Leaving out the pictures, return each line of the entries from the first through the line with "position:absolute; left:850px; top:18px;", and only those lines.
.....
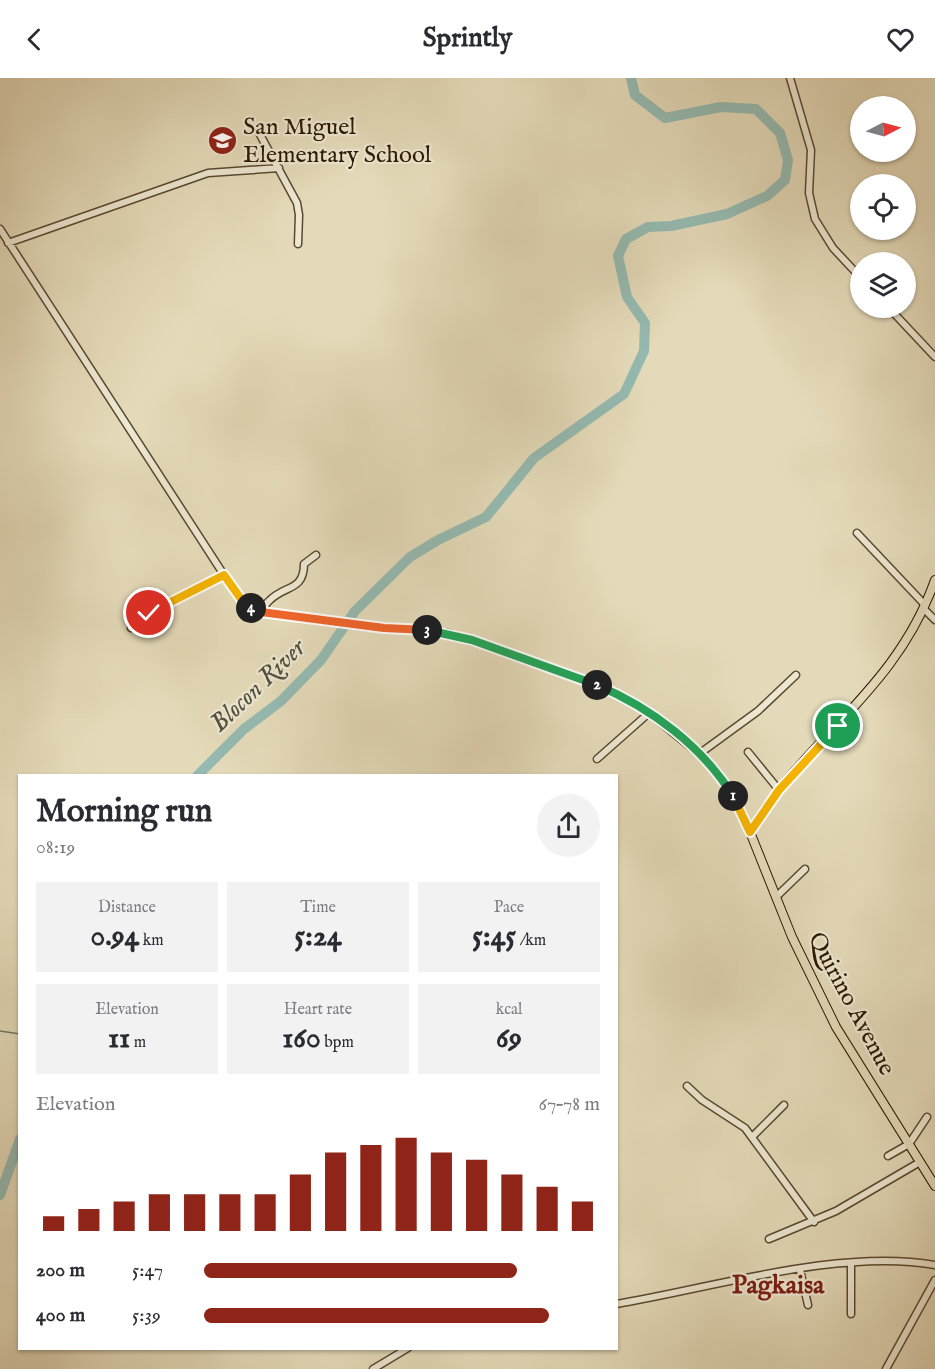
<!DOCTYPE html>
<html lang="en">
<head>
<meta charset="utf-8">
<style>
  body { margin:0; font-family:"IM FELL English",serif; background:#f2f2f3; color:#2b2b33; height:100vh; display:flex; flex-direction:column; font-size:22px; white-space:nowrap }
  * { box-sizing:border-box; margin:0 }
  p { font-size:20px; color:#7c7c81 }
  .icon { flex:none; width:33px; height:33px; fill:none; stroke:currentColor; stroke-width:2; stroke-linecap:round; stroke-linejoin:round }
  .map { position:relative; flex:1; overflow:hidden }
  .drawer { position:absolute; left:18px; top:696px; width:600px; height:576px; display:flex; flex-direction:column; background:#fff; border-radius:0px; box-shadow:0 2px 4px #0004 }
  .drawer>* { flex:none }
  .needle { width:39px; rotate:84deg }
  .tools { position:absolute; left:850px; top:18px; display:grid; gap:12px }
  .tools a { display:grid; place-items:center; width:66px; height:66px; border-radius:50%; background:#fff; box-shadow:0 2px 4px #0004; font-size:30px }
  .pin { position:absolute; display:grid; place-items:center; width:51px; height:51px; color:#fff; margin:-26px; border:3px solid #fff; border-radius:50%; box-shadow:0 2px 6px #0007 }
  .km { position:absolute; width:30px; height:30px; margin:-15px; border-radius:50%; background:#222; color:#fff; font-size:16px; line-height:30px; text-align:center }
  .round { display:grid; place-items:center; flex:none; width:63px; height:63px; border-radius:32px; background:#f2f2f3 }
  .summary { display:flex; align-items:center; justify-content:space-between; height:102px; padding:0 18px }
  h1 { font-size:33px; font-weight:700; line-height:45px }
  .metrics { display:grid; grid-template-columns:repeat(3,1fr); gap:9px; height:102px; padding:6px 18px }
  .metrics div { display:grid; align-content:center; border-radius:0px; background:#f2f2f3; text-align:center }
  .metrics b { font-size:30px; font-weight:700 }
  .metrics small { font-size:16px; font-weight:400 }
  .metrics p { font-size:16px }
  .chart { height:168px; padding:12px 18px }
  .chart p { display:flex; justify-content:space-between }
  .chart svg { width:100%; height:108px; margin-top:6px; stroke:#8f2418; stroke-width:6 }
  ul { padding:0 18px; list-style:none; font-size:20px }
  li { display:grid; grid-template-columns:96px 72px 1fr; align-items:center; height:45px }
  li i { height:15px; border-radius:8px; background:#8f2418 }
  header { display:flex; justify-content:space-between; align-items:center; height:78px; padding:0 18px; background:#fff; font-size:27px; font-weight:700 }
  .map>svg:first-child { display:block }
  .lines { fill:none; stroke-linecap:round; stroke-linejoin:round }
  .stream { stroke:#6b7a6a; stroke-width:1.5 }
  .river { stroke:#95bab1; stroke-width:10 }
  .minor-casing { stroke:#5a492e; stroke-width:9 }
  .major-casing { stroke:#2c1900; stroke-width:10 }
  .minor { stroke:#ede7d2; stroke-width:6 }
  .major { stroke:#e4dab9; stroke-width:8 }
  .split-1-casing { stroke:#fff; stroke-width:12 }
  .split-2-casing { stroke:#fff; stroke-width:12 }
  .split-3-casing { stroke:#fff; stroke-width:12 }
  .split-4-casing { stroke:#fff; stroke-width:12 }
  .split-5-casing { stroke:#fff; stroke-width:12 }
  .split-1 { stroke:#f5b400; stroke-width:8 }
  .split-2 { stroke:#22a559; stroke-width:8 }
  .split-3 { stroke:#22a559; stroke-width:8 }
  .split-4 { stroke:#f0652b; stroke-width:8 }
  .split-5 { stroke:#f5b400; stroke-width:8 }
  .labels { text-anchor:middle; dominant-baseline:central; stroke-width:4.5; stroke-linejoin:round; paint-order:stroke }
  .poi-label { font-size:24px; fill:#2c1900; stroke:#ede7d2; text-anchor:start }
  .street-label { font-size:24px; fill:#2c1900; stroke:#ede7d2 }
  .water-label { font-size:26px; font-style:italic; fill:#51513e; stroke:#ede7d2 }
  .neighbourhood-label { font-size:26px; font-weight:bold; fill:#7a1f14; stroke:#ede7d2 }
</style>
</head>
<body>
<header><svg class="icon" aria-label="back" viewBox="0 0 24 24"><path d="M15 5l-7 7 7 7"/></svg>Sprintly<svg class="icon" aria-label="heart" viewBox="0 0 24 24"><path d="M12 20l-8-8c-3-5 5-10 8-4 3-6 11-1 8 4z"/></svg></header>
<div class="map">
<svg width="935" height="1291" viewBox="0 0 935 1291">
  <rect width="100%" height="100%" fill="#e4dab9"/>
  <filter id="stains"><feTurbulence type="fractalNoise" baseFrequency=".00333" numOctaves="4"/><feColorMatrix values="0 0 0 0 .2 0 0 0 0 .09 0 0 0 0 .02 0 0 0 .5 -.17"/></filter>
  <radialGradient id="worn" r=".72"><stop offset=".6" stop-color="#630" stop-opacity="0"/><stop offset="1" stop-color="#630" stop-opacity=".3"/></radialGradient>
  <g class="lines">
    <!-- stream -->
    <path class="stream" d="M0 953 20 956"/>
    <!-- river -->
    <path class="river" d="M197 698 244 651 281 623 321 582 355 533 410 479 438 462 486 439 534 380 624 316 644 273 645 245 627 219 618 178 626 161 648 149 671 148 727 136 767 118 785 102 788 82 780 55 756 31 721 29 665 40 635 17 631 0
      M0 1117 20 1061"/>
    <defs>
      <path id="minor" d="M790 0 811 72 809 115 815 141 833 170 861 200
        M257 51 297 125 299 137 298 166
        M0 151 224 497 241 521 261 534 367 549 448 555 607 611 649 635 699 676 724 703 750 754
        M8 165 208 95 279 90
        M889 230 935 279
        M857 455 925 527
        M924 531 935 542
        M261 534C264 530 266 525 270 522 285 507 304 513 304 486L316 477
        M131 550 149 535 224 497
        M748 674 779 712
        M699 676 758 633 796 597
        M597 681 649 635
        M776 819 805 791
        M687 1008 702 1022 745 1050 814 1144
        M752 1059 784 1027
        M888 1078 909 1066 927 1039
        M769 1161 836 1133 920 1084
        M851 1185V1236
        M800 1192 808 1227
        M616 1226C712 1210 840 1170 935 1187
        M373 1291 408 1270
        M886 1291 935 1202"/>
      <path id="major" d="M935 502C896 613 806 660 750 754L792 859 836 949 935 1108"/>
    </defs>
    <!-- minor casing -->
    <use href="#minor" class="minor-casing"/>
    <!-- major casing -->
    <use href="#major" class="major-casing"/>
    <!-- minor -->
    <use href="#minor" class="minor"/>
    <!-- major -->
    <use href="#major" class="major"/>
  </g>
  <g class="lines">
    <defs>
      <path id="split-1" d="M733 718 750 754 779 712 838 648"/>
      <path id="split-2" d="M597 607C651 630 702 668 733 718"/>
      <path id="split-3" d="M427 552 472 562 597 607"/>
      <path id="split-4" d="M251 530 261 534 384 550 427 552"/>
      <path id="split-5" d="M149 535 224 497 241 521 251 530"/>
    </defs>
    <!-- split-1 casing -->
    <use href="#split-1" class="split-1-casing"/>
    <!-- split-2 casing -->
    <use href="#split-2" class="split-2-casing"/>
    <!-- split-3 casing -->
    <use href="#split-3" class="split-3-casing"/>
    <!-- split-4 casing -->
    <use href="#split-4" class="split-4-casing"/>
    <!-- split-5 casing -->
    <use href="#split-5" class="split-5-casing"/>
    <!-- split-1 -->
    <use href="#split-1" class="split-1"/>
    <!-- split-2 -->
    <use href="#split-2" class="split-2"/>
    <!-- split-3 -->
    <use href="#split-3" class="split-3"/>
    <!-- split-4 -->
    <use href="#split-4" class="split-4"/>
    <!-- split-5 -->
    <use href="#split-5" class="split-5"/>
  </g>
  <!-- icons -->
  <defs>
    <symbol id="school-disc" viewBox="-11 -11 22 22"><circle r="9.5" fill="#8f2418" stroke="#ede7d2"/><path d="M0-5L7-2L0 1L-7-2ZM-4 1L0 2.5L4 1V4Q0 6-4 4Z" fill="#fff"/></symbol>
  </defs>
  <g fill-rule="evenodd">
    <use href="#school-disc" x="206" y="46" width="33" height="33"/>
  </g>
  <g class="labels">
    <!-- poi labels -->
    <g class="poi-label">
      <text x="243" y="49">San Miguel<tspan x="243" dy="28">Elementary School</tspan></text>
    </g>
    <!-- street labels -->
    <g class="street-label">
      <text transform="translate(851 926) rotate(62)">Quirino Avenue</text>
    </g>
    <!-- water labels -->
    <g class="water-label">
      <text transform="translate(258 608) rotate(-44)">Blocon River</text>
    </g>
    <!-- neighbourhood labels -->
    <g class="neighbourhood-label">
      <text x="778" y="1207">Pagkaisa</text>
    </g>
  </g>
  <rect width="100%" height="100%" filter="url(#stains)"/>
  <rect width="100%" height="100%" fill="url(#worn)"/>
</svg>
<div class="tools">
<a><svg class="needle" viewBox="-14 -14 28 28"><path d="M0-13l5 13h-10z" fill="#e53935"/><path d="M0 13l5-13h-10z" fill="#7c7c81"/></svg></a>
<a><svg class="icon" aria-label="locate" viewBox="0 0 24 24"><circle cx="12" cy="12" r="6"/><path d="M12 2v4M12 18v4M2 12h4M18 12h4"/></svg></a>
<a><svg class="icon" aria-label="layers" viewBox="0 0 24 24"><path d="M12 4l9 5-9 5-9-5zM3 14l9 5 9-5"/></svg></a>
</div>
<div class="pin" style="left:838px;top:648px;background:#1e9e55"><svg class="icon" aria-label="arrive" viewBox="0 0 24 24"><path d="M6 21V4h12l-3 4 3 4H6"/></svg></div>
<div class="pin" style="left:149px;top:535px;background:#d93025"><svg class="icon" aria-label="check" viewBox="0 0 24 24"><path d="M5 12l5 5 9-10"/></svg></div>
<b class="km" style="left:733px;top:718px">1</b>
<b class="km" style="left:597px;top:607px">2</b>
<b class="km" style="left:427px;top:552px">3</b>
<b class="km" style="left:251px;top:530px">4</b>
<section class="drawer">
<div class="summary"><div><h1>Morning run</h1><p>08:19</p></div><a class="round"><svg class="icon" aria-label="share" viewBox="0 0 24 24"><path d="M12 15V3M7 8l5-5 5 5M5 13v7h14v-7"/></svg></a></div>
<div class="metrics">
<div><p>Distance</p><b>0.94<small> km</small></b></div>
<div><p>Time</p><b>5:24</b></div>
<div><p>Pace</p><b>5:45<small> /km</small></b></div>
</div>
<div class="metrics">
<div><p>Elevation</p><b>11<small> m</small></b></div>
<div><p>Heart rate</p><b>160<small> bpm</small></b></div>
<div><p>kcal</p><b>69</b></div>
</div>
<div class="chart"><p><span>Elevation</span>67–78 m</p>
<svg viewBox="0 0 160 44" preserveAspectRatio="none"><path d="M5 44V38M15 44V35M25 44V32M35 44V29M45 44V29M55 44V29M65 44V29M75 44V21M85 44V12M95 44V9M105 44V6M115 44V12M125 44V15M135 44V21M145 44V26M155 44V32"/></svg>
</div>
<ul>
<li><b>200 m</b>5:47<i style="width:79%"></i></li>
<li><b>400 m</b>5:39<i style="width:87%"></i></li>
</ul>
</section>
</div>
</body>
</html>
.....
#### [ANSWER BOX]
<!DOCTYPE html>
<html lang="en">
<head>
<meta charset="utf-8">
<style>
  body { margin:0; font-family:"IM FELL English",serif; background:#f2f2f3; color:#2b2b33; height:100vh; display:flex; flex-direction:column; font-size:22px; white-space:nowrap }
  * { box-sizing:border-box; margin:0 }
  p { font-size:20px; color:#7c7c81 }
  .icon { flex:none; width:33px; height:33px; fill:none; stroke:currentColor; stroke-width:2; stroke-linecap:round; stroke-linejoin:round }
  .map { position:relative; flex:1; overflow:hidden }
  .drawer { position:absolute; left:18px; top:696px; width:600px; height:576px; display:flex; flex-direction:column; background:#fff; border-radius:0px; box-shadow:0 2px 4px #0004 }
  .drawer>* { flex:none }
  .needle { width:39px; rotate:84deg }
  .tools { position:absolute; left:850px; top:18px; display:grid; gap:12px }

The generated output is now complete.